▸ Description of the task
A line containing "display:block; font-size:19px; white-space:nowrap" appears in the material below. Return exactly every line from the first through that one, and only those.
____________
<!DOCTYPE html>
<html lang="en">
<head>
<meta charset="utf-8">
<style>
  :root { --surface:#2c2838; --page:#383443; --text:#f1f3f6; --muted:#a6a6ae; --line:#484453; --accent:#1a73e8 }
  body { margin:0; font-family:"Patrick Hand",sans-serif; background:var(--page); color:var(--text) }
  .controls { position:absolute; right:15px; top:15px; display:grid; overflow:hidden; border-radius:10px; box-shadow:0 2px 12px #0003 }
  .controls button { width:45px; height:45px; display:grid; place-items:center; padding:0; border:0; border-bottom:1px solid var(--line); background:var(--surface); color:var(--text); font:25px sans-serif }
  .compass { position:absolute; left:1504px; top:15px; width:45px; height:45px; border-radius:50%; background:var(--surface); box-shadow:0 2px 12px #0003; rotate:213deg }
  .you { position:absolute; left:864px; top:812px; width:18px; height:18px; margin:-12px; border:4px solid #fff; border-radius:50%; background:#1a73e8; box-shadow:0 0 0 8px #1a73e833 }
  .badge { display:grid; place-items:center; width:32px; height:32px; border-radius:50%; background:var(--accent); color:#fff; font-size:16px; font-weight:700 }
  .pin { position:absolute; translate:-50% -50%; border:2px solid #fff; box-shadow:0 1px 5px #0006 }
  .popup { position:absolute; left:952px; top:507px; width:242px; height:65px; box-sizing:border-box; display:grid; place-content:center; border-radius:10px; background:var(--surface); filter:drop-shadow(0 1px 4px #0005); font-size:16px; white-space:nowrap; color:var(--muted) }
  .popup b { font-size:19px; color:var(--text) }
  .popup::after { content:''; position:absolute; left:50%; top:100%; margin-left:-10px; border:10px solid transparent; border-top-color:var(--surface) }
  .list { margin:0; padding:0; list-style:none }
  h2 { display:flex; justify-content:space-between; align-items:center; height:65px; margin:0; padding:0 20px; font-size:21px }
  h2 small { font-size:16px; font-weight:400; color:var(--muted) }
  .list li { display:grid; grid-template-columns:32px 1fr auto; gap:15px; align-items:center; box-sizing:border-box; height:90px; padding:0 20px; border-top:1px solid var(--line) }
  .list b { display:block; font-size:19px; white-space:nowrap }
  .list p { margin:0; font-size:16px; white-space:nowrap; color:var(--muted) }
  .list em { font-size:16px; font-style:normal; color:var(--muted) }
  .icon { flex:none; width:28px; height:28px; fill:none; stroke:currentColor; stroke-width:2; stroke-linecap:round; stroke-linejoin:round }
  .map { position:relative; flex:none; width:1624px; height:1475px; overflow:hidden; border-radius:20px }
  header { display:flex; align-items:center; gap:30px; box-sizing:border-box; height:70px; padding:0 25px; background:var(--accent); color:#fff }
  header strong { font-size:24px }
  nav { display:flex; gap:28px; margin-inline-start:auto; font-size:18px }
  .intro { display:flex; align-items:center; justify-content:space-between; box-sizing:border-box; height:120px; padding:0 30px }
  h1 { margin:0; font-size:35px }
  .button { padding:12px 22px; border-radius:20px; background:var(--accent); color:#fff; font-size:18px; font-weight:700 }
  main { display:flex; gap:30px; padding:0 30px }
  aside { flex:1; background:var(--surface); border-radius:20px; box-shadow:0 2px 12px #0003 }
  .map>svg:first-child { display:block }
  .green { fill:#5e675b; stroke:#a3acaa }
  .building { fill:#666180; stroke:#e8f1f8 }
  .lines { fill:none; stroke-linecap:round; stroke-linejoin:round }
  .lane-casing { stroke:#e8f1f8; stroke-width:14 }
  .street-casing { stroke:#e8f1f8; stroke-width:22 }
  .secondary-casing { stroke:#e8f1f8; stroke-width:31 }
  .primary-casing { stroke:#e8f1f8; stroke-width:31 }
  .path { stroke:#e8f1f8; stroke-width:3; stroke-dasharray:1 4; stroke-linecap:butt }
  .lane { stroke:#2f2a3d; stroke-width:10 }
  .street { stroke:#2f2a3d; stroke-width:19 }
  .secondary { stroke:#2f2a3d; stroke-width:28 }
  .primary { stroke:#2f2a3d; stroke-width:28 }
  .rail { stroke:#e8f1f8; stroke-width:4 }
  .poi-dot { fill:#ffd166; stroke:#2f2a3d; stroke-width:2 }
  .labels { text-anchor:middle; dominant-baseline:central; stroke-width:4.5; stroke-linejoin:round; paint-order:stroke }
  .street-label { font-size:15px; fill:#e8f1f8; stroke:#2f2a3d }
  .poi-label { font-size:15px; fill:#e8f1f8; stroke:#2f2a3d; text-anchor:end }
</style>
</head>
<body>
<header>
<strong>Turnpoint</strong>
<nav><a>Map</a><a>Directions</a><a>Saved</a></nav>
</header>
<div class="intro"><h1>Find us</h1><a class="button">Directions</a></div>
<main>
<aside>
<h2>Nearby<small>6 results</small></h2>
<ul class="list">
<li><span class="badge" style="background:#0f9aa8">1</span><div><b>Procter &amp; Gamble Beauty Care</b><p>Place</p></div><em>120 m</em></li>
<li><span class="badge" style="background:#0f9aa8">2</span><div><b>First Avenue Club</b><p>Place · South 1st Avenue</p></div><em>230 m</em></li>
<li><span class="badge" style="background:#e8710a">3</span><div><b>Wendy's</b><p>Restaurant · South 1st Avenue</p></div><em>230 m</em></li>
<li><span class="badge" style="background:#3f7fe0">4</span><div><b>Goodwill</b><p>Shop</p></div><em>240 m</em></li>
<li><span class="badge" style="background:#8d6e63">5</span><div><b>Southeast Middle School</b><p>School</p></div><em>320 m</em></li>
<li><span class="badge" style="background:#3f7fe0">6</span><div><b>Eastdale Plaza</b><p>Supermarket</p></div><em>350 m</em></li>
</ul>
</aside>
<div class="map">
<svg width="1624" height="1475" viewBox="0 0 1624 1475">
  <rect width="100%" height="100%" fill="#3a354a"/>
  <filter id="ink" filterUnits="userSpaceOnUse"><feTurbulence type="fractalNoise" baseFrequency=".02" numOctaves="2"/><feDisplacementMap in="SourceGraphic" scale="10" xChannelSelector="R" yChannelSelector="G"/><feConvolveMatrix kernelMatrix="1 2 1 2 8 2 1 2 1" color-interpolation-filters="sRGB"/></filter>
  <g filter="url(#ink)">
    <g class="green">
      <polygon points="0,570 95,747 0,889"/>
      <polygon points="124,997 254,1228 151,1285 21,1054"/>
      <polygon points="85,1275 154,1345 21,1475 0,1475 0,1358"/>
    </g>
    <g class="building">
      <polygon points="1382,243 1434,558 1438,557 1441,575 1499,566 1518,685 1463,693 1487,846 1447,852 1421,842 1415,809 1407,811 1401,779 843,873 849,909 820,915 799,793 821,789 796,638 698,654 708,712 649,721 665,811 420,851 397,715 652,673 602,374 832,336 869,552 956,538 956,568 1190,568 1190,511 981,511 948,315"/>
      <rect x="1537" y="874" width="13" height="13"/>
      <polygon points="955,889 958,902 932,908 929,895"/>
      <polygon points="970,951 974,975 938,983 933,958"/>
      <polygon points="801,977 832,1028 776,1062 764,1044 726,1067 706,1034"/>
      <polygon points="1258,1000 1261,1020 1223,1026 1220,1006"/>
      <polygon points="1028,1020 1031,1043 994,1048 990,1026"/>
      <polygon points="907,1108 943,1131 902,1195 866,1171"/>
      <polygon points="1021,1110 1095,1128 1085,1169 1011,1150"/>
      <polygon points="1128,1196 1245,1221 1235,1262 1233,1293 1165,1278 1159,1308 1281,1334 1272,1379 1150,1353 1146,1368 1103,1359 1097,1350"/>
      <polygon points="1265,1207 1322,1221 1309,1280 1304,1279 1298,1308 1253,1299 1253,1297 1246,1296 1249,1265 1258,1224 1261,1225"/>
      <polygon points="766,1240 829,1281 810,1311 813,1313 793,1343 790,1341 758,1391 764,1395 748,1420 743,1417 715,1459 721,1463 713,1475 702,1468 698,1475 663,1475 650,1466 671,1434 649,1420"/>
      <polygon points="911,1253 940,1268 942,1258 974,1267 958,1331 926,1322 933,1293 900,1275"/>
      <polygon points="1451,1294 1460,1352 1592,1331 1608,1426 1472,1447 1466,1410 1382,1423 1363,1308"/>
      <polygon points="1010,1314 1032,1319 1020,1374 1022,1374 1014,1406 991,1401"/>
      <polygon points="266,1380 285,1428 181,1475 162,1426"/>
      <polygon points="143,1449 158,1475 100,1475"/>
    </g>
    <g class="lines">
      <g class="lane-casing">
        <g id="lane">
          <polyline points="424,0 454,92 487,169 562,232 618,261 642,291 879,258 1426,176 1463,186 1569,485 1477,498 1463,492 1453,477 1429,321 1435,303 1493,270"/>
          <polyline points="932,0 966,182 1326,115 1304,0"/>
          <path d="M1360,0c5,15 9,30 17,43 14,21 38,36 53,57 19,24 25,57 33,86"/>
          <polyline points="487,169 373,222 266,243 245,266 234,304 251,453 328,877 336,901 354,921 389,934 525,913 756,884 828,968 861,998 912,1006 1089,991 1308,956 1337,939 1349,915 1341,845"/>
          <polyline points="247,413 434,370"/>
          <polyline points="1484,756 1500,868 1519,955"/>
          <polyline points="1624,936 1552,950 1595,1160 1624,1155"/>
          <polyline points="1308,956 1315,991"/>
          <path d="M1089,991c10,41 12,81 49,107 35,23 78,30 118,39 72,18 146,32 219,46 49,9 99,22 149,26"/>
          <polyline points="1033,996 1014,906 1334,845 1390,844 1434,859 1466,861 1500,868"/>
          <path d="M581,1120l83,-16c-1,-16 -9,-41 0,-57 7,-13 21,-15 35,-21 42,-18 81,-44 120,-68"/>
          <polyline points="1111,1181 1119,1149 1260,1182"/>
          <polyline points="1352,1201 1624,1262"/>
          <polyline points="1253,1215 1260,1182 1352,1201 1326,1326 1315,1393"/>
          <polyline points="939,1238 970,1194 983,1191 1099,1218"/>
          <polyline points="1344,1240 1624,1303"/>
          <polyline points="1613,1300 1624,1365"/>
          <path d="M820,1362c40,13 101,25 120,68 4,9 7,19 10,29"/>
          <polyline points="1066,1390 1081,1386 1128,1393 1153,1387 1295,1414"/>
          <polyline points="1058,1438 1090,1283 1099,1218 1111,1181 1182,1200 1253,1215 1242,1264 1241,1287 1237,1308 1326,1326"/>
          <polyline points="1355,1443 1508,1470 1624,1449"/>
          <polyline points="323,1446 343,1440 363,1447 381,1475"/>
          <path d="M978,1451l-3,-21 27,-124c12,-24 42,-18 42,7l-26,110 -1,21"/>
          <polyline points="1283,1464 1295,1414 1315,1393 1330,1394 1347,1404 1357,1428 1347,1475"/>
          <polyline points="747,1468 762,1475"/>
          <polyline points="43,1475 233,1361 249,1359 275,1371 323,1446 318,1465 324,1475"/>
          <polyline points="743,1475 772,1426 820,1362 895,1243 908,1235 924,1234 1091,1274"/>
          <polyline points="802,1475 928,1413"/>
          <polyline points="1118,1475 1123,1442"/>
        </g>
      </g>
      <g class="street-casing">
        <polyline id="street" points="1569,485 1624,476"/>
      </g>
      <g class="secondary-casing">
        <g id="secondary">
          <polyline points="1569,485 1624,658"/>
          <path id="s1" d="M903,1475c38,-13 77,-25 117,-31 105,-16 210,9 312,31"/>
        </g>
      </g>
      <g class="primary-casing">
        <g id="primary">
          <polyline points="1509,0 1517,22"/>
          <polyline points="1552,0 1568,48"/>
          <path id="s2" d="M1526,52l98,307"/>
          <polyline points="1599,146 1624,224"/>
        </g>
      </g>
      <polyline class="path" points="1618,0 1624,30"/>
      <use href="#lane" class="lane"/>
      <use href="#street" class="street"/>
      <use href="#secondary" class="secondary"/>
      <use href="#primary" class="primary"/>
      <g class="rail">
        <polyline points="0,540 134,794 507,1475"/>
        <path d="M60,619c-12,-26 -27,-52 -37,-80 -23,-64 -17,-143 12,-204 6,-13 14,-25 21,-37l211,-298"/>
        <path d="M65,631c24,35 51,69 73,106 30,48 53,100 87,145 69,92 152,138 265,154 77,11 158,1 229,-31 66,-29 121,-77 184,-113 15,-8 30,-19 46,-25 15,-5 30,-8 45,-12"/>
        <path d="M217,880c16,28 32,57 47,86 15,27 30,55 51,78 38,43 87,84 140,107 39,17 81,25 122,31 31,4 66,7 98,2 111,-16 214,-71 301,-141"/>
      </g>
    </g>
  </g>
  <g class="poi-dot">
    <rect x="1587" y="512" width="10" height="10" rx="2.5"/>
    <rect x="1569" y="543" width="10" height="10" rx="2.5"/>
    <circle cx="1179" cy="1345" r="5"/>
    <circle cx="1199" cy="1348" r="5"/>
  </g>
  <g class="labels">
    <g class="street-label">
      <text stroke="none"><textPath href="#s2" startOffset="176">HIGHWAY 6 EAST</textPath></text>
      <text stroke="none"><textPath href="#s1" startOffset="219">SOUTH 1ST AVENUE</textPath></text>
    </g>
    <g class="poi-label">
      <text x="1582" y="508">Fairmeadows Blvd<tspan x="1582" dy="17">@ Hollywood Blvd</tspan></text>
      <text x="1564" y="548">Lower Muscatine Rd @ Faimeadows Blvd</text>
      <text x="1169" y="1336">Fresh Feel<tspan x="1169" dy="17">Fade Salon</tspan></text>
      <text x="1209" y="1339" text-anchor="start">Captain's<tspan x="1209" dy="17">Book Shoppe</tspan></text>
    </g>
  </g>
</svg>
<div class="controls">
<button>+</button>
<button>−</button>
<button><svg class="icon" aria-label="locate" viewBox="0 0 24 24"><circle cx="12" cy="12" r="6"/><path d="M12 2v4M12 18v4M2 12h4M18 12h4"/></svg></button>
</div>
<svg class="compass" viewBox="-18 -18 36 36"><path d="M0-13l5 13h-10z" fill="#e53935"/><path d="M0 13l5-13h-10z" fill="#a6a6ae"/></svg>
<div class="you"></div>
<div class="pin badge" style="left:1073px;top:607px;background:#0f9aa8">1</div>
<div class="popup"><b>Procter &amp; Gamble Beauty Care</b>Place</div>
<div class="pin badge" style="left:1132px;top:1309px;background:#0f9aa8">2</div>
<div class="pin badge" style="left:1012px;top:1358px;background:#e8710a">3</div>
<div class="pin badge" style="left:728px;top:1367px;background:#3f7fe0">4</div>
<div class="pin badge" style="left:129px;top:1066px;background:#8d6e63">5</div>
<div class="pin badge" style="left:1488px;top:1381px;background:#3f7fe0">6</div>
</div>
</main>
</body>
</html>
____________
▸ Exercise result
<!DOCTYPE html>
<html lang="en">
<head>
<meta charset="utf-8">
<style>
  :root { --surface:#2c2838; --page:#383443; --text:#f1f3f6; --muted:#a6a6ae; --line:#484453; --accent:#1a73e8 }
  body { margin:0; font-family:"Patrick Hand",sans-serif; background:var(--page); color:var(--text) }
  .controls { position:absolute; right:15px; top:15px; display:grid; overflow:hidden; border-radius:10px; box-shadow:0 2px 12px #0003 }
  .controls button { width:45px; height:45px; display:grid; place-items:center; padding:0; border:0; border-bottom:1px solid var(--line); background:var(--surface); color:var(--text); font:25px sans-serif }
  .compass { position:absolute; left:1504px; top:15px; width:45px; height:45px; border-radius:50%; background:var(--surface); box-shadow:0 2px 12px #0003; rotate:213deg }
  .you { position:absolute; left:864px; top:812px; width:18px; height:18px; margin:-12px; border:4px solid #fff; border-radius:50%; background:#1a73e8; box-shadow:0 0 0 8px #1a73e833 }
  .badge { display:grid; place-items:center; width:32px; height:32px; border-radius:50%; background:var(--accent); color:#fff; font-size:16px; font-weight:700 }
  .pin { position:absolute; translate:-50% -50%; border:2px solid #fff; box-shadow:0 1px 5px #0006 }
  .popup { position:absolute; left:952px; top:507px; width:242px; height:65px; box-sizing:border-box; display:grid; place-content:center; border-radius:10px; background:var(--surface); filter:drop-shadow(0 1px 4px #0005); font-size:16px; white-space:nowrap; color:var(--muted) }
  .popup b { font-size:19px; color:var(--text) }
  .popup::after { content:''; position:absolute; left:50%; top:100%; margin-left:-10px; border:10px solid transparent; border-top-color:var(--surface) }
  .list { margin:0; padding:0; list-style:none }
  h2 { display:flex; justify-content:space-between; align-items:center; height:65px; margin:0; padding:0 20px; font-size:21px }
  h2 small { font-size:16px; font-weight:400; color:var(--muted) }
  .list li { display:grid; grid-template-columns:32px 1fr auto; gap:15px; align-items:center; box-sizing:border-box; height:90px; padding:0 20px; border-top:1px solid var(--line) }
  .list b { display:block; font-size:19px; white-space:nowrap }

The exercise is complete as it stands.